Description of the Related Art
A wellbore is formed to access hydrocarbon bearing formations, e.g. crude oil and/or natural gas, by the use of drilling. Drilling is accomplished by utilizing a drill bit that is mounted on the end of a drill string. To drill the wellbore, the drill string is rotated by a top drive or rotary table on a surface platform or rig, and/or by a downhole motor mounted towards the lower end of the drill string. After drilling a first segment of the wellbore, the drill string and drill bit are removed and a section of casing is lowered into the wellbore. An annulus is thus formed between the string of casing and the formation. The casing string is cemented into the wellbore by circulating cement into the annulus defined between the outer wall of the casing and the borehole. The combination of cement and casing strengthens the wellbore and facilitates the isolation of certain areas of the formation behind the casing for the production of hydrocarbons.
An isolation valve assembled as part of the casing string may be used to temporarily isolate a formation pressure below the isolation valve such that a drill or work string may be quickly and safely inserted into or removed from a portion of the wellbore above the isolation valve that is temporarily relieved to atmospheric pressure. Since the pressure above the isolation valve is relieved, the drill/work string can be tripped into the wellbore without wellbore pressure acting to push the string out and tripped out of the wellbore without concern for swabbing the exposed formation.
Once the first segment has been cased, the drill string may be redeployed into the wellbore to drill through the formation. During drilling through the formation, the well is controlled by maintaining a bottomhole pressure (BHP) greater than or equal to a pore pressure of the formation. If the BHP is allowed to decrease below the pore pressure, formation fluid will enter the wellbore. If the BHP exceeds fracture pressure of the formation, the formation will fracture and wellbore fluids may enter the formation. Conventionally, the BHP is estimated using standpipe and wellhead pressures measured at surface.

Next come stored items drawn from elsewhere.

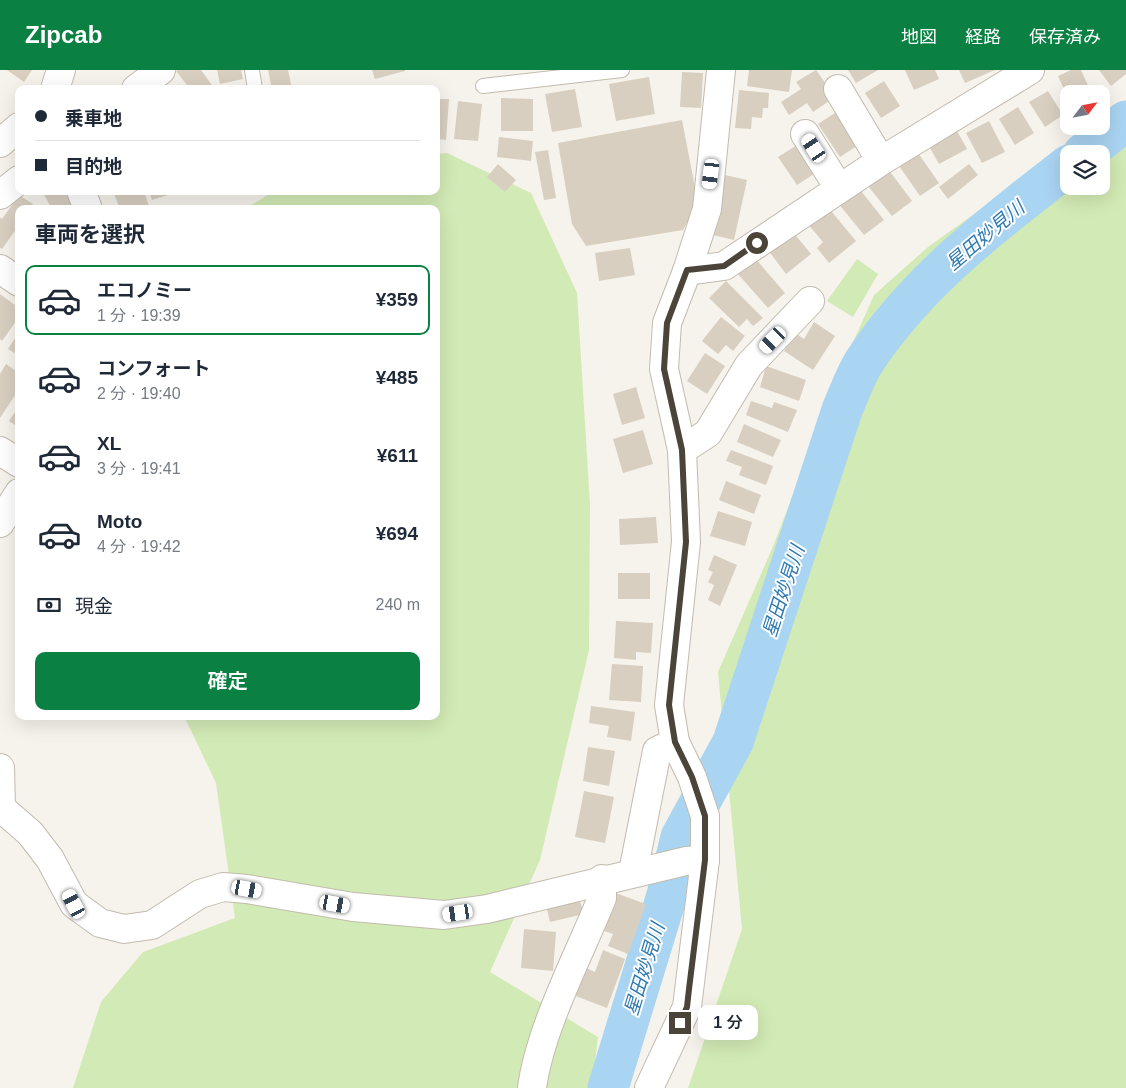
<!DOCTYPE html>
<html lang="ja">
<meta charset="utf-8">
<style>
body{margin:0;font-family:Arial,"Noto Sans JP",sans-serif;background:#f6f6f7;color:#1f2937;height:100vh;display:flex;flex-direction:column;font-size:19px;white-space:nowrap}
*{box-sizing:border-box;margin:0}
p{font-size:16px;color:#747a83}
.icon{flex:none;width:28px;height:28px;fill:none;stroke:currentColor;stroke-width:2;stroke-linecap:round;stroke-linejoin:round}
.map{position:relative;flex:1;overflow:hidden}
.sheet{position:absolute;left:15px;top:135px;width:425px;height:515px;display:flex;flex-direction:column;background:#fff;border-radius:10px;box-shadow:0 5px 20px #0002}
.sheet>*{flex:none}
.guide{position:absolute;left:15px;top:15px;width:425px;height:110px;border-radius:10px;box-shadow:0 5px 20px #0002;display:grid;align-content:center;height:110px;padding:0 20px;background:#fff}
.needle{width:32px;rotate:58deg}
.controls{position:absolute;left:1060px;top:15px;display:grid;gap:10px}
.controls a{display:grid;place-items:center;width:50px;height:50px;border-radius:10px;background:#fff;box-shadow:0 5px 20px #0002;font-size:25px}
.end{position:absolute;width:22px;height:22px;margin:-11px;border:6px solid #4b4439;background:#fff;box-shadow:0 0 0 2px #fff}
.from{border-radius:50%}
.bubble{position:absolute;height:35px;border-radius:10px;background:#fff;box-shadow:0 5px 20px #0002;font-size:16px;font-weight:600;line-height:35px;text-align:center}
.car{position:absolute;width:15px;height:30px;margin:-15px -8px;border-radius:6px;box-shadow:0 0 4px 1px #0007;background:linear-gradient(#fff 24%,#345 0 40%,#fff 0 76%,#345 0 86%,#fff 0)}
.guide b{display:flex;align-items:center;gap:18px;height:48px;font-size:19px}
.guide b+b{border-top:1px solid #e0e1e3}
.guide i{width:12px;height:12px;background:#1f2937}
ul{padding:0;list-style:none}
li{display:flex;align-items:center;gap:15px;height:70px;margin:0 10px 8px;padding:0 10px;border:2px solid transparent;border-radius:10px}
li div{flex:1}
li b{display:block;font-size:19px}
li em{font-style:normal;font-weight:600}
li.active{border-color:#0b8043}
li>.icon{width:45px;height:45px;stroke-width:1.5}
h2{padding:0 20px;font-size:22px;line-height:60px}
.pay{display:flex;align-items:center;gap:12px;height:55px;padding:0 20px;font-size:19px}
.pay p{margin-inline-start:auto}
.cta{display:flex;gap:10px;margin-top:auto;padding:10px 20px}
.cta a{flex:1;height:58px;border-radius:10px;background:#0b8043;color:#fff;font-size:20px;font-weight:600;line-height:58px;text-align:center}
header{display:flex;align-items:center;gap:30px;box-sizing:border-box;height:70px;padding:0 25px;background:#0b8043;color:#fff}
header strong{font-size:24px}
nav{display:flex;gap:28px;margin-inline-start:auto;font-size:18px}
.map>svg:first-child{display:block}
.green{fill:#d2eab5;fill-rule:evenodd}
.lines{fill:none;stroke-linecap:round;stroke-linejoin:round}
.river{stroke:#a9d4f2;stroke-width:41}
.building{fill:#d8cfc1}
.lane-casing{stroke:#c2bbae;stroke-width:16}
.street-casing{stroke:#c2bbae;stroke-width:30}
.lane{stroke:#fff;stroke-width:14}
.street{stroke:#fff;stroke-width:28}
.route{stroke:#4b4439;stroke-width:6}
.labels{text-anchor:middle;stroke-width:4;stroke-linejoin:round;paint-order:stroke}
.water-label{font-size:19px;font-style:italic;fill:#2e7ab2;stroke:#fff}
</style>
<header>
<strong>Zipcab</strong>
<nav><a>地図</a><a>経路</a><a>保存済み</a></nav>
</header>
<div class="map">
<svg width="1126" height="1018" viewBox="0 0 1126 1018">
<rect width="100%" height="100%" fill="#f6f3ec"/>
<g class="green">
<path d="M1126,36V1018H688L742,859L718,602L772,479L847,286L874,225L928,177L1097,56H1101V53ZM1069,84H1101V116H1069Z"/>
<polygon points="447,83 531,123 577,223 590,435 589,580 540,790 490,902 598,967 592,1018 73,1018 101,932 143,882 235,848 216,713 184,646 436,646 436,139 245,139 274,121 436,121 436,84"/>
<polygon points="857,189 878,204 853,247 827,231"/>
</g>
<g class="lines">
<g class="river">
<polyline points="1083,84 1126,51"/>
<path d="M608,1018L667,825L681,767L733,672L842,340C849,324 855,306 864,292C916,212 994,153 1069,95"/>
</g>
</g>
<g class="building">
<polygon points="7,0 32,0 24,12"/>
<polygon points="178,0 201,0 214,18 182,19 187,15 176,1"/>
<polygon points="217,0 241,0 243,9 220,14"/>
<polygon points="268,0 288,0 292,19 272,19"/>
<polygon points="372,0 405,0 405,1 375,9"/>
<polygon points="749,0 792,0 789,22 747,16"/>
<polygon points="816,0 835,27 813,42 807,33 789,45 781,32 801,19 796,12"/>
<polygon points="848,0 878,0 856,13"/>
<polygon points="905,0 935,0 939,9 914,20"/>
<polygon points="959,0 995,0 965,13"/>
<polygon points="1071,0 1081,0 1092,24 1069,24 1069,30 1058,6"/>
<polygon points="1099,0 1126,0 1126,4 1111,16"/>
<polygon points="682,2 703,3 701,38 680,37"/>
<polygon points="649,7 655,44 616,51 609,14"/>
<polygon points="884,11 900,36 881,48 865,23"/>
<polygon points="575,19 582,57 552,62 545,24"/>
<polygon points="739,20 769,23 768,38 763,38 762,48 752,47 751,59 735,58"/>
<polygon points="1048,21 1063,45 1045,57 1029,32"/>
<polygon points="501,28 533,29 533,61 501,61"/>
<polygon points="436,29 449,29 446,70 436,69"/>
<polygon points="458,31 482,34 478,71 454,69"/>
<polygon points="1018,37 1034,63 1015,75 999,49"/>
<polygon points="838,41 860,74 840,87 818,54"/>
<polygon points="682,50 698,133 683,160 586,176 572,154 558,73"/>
<polygon points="989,51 1005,82 982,93 966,63"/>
<polygon points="957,61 967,79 939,94 929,76"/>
<polygon points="499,67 533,71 531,91 497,87"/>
<polygon points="802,72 820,100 797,115 778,87"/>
<polygon points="548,80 556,128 544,130 535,82"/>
<polygon points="916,80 939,113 920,126 897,93"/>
<polygon points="498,94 516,110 505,122 487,107"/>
<polygon points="969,94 978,105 948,129 939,117"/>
<polygon points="885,95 912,131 892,146 864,111"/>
<polygon points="725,105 747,110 734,170 713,165"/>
<polygon points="858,117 884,150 864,165 838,133"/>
<polygon points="42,121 67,121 78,139 52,139"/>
<polygon points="113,121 144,121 149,136 142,139 120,139"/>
<polygon points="149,121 170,121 171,124 152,130"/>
<polygon points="19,125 33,134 30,139 19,139 19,155 2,179 0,178 0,147 2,149"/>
<polygon points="827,136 856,171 829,193 817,178 823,172 807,153"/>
<polygon points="792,161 811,184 786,204 768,180"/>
<polygon points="630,178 635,205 599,211 595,183"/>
<polygon points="755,188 785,223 768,238 737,203"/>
<polygon points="726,211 763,248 753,256 747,249 739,257 709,228"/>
<polygon points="0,224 19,238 19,247 2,271 0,269"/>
<polygon points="721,247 745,266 733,281 726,275 718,284 702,271"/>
<polygon points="814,252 835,266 813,300 784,281 795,263 804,269"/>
<polygon points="19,262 19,286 8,279"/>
<polygon points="705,283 725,296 707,324 687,311"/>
<polygon points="6,294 19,303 19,319 0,348 0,304"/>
<polygon points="766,296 806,310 799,331 760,317"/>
<polygon points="636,317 645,348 622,355 613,324"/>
<polygon points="751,331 772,338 774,332 797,340 788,362 746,345"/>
<polygon points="19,336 19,358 9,351"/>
<polygon points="744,354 781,370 773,387 737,372"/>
<polygon points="643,360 653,394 623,403 613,369"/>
<polygon points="731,380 773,396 766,415 739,405 742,397 726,391"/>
<polygon points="726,411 761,425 754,444 719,430"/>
<polygon points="718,441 752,452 745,476 710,466"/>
<polygon points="656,447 658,473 620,475 619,449"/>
<polygon points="714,485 737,495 720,536 708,530 714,515 708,512 713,502 708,500"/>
<rect x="618" y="503" width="32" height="26"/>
<polygon points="616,551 653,553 651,583 636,582 636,590 614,588"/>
<polygon points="612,594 643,596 641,632 609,630"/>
<polygon points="591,636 635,642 631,671 607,667 609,656 589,653"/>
<polygon points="588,677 615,681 609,716 583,711"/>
<polygon points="584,721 614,727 605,773 575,767"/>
<polygon points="610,821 646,834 628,884 608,876 613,864 596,858"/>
<polygon points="580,831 584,844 550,852 547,839"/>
<polygon points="524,859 556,862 553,901 521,898"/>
<polygon points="603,880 625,889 607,938 573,925 584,897 595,902"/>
</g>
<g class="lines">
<defs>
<g id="lane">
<polyline points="252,0 255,19"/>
<polyline points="483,16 622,0"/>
</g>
<g id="street">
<polyline points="55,19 61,0"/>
<polyline points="136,19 161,0"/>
<polyline points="838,19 881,91"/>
<polyline points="805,64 839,118"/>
<polyline points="0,73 19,57"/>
<polyline points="81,121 88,139"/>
<polyline points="0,125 19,110"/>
<polyline points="0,199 19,212"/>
<polyline points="687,201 724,196 881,91 1030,0"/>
<polyline points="682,380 708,363 749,295 810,231"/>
<polyline points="0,381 19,393"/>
<polyline points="0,453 19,423"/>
<polyline points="0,698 1,737"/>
<polyline points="0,737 30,763 50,789 74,834 100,853 124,859 152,855 200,824 223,817 247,819 353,837 444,845 487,839 686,791 705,790"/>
<polyline points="633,802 657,681 675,672"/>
<path d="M532,1018C540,958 579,885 602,828V809"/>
<polyline points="649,1018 687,937 705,790 705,746 692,707 675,672 669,635 686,472 682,380 664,299 667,253 687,201 707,139 721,0"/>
</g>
</defs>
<use href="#lane" class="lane-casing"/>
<use href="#street" class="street-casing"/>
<use href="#lane" class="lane"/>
<use href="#street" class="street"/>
</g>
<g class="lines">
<polyline class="route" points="680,953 687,937 689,919 705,790 705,746 692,707 675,672 669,635 686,472 682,380 664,299 667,253 687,200 724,196 757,173"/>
</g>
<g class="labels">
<g class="water-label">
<text transform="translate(985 165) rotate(-40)" y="7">星田妙見川</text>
<text transform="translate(783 521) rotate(-72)" y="7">星田妙見川</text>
<text transform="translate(644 899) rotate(-73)" y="7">星田妙見川</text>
</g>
</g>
</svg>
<div class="controls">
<a><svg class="needle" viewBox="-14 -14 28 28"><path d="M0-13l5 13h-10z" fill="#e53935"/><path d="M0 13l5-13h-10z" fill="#747a83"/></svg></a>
<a><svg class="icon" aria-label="layers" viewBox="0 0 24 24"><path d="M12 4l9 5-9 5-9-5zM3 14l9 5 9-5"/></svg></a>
</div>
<i class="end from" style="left:757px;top:173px"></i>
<i class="end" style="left:680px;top:953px"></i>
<div class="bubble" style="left:698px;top:935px;width:60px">1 分</div>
<i class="car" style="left:814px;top:78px;rotate:327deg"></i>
<i class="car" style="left:711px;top:104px;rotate:187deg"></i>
<i class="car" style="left:773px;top:270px;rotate:224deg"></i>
<i class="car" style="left:247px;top:819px;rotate:100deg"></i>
<i class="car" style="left:74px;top:834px;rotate:332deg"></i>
<i class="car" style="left:335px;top:834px;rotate:100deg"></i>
<i class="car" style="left:458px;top:843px;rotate:261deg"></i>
<div class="guide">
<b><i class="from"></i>乗車地</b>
<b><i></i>目的地</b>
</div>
<section class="sheet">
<h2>車両を選択</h2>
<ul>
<li class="active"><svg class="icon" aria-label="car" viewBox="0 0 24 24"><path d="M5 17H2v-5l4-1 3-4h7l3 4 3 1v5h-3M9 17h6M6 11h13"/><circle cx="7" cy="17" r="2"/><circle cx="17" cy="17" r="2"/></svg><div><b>エコノミー</b><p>1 分 · 19:39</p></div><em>¥359</em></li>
<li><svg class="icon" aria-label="car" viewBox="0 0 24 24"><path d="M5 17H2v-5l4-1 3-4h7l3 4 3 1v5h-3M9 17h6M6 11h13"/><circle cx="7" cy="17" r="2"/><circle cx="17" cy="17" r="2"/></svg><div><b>コンフォート</b><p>2 分 · 19:40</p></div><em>¥485</em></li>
<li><svg class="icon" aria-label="car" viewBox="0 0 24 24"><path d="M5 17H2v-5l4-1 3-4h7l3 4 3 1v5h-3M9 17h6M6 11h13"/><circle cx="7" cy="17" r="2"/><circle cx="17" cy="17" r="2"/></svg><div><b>XL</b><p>3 分 · 19:41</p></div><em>¥611</em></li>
<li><svg class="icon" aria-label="car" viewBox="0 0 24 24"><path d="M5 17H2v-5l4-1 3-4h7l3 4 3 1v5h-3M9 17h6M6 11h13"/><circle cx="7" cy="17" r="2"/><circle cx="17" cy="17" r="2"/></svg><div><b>Moto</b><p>4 分 · 19:42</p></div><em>¥694</em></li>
</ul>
<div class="pay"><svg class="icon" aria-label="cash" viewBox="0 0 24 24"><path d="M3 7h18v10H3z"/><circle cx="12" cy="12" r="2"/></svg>現金<p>240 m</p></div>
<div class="cta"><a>確定</a></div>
</section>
</div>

The influx of formation fluids into the wellbore is referred to as a kick. Kicks may occur for reasons, such as drilling through an abnormally high pressure formation, creating a swabbing effect when pulling the drill string out of the well for changing a bit, not replacing the drilling fluid displaced by the drill string when pulling the drill string out of the hole, and fluid loss into the formation resulting from overpressure thereof. A kick may be detected by drilling fluids flowing up through the annulus after pumping is stopped or by a sudden increase of the fluid level in the drilling fluid pit/tank. Because the formation fluid entering the wellbore ordinarily has a lower density than the drilling fluid, a kick will potentially reduce the hydrostatic pressure within the well and allow an accelerating influx of formation fluid. If not properly controlled, the kick may lead to a blowout which may result in the loss of the well, the drilling rig, and possibly the lives of those operating the rig.